When researchers played recordings of piling sounds and mimicked an approaching predator, the sea bass made more turns and weren’t able to move away from the predator.
Rhythm but More Blues for Neighbours
A 66 year old R&B fan, who played music so loudly he damaged his own hearing, has been fined hundreds of pounds after keeping his neighbours awake for over a year.
Michael McCatty from Harrow Weald didn’t let complaints from neighbours spoil his listening pleasure and continued to indulge his musical tastes for over a year.
Environmental Health Officers were inundated with dozens of complaints over the 16-month period and issued a noise abatement notice and repeated warnings. On one occasion when environmental health officers visited his home to warn him, but McCatty couldn’t hear them shouting through the letterbox or banging on windows over the music.
Schools Out! – and In and Out Again
A Cambridge woman claims she may need to move house due to the “unbearable” noise from a nearby nursery school.
Mrs Ella Taylor, 77, claims the noise from Cambridge Nursery is so “enormous” she can hear it through her double glazed closed windows.
Part of the issue, she says, is that the nursery has no set timetable, with kids having free access to outdoors areas at all times. Mrs Taylor has been visited by Cambridgeshire City Council’s environmental health officers four times in the past year.

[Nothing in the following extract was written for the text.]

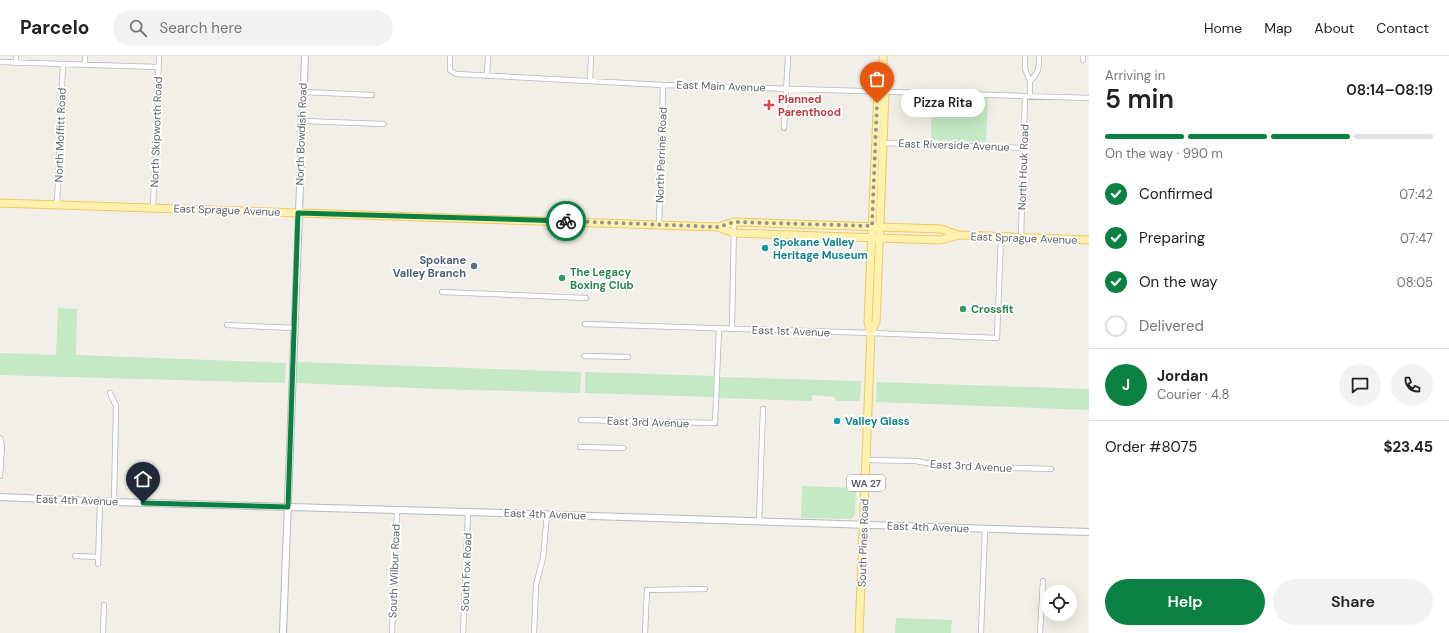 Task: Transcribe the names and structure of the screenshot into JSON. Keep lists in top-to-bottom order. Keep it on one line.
{"streets":{"main road":["East Sprague Avenue","WA 27","South Pines Road"],"street":["East Main Avenue","North Skipworth Road","North Bowdish Road","North Moffitt Road","East Riverside Avenue","North Perrine Road","North Houk Road","East 1st Avenue","East 3rd Avenue","East 4th Avenue","South Wilbur Road","South Fox Road"]},"crossings":[["East Main Avenue","North Perrine Road"],["East Main Avenue","North Houk Road"],["East Main Avenue","WA 27"],["North Skipworth Road","East Sprague Avenue"],["North Bowdish Road","East Sprague Avenue"],["North Bowdish Road","East 4th Avenue"],["North Moffitt Road","East Sprague Avenue"],["East Riverside Avenue","North Houk Road"],["East Riverside Avenue","WA 27"],["North Perrine Road","East Sprague Avenue"],["North Houk Road","East Sprague Avenue"],["East Sprague Avenue","East 1st Avenue"],["East Sprague Avenue","WA 27"],["East Sprague Avenue","South Pines Road"],["East 1st Avenue","East 3rd Avenue"],["East 1st Avenue","South Pines Road"],["East 3rd Avenue","South Pines Road"],["WA 27","South Pines Road"],["East 4th Avenue","South Pines Road"],["East 4th Avenue","South Wilbur Road"],["East 4th Avenue","South Fox Road"]],"places":{"other":["Pizza Rita","Spokane Valley Heritage Museum","Spokane Valley Branch","The Legacy Boxing Club","Crossfit","Valley Glass"],"health":["Planned Parenthood"]},"page":{"header":"Parcelo","search":"Search here","nav":["Home","Map","About","Contact"],"heading":["5 min","Arriving in","08:14–08:19"],"panel":["Jordan","Courier · 4.8","Order #8075","$23.45"],"bubble":"Pizza Rita","bar":"On the way · 990 m","list":[["Confirmed","07:42"],["Preparing","07:47"],["On the way","08:05"],"Delivered"],"round":"J","buttons":["Help","Share"]}}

The Taylors moved into their address in 1976 and the nursery opened two years later. The nursery says officers have measured the noise and says it is within permitted limits and no other neighbours have complained.
Not Feeling the Love
Noise complaints about a venue in Tunbridge Wells are threatening to silence the UK’s biggest reggae and ska festival.

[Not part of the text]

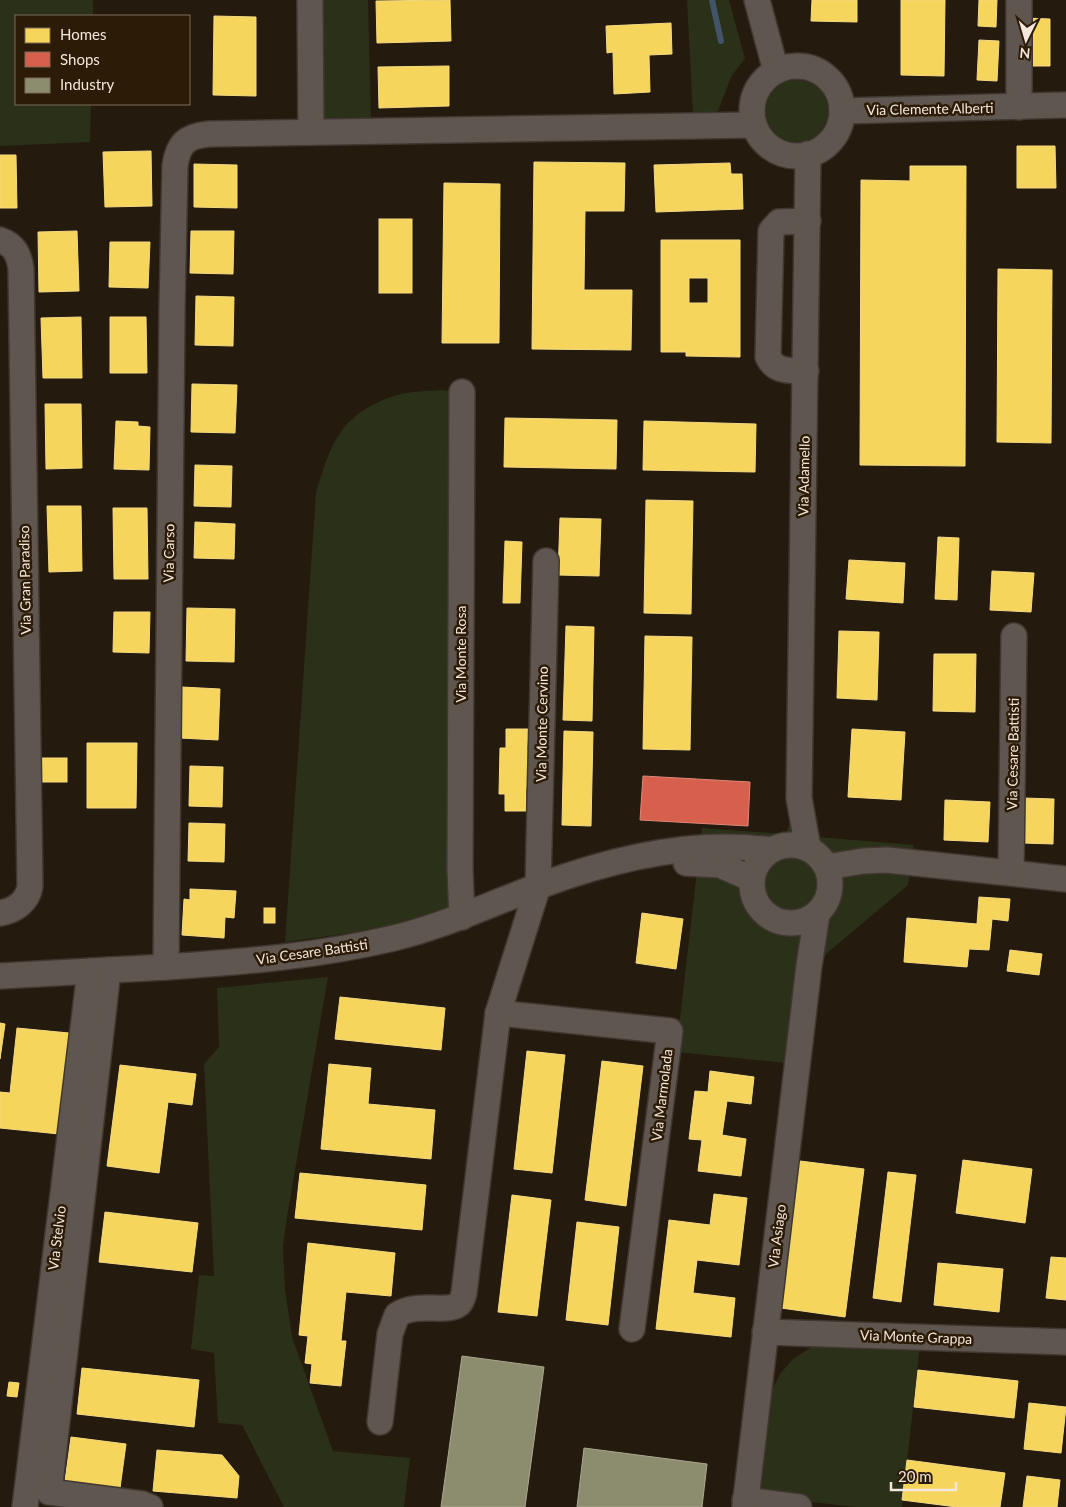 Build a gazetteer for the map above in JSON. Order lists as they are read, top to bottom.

The One Love Festival is celebrating its 10th anniversary and for the first time is booked for Colebrook Lakes this September.
But the owner of the licence for the land now fear the event is “under threat” because a licence review had been called by environmental health officers following a barrage of complaints from residents about noise at previous local festivals.
Noise and duration levels are already in place and have never been breached before say the Festival organisers.
Just Quackers!
Towns and cities could become much quieter now after a team of scientists have come up with a more calming alternative to the traditional horn.
A team from South Korea, suggest that a horn resembling the sound of a duck quacking is a far more ‘pedestrian-friendly’ alternative to the typical angry-sounding horn most of us are used to.
Based on a remodelled classic klaxon horn making the ‘ah-oo-gah’ sound, first introduced in 1908, the sound was altered to resemble a duck quacking, supposedly attracting people’s attention in a far less stressful way.
A group of 100 volunteers had to listen to a range of sounds and evaluate them for different qualities, such as stress reduction and loudness. Oddly, the noise of a duck quacking came out best from the experiment.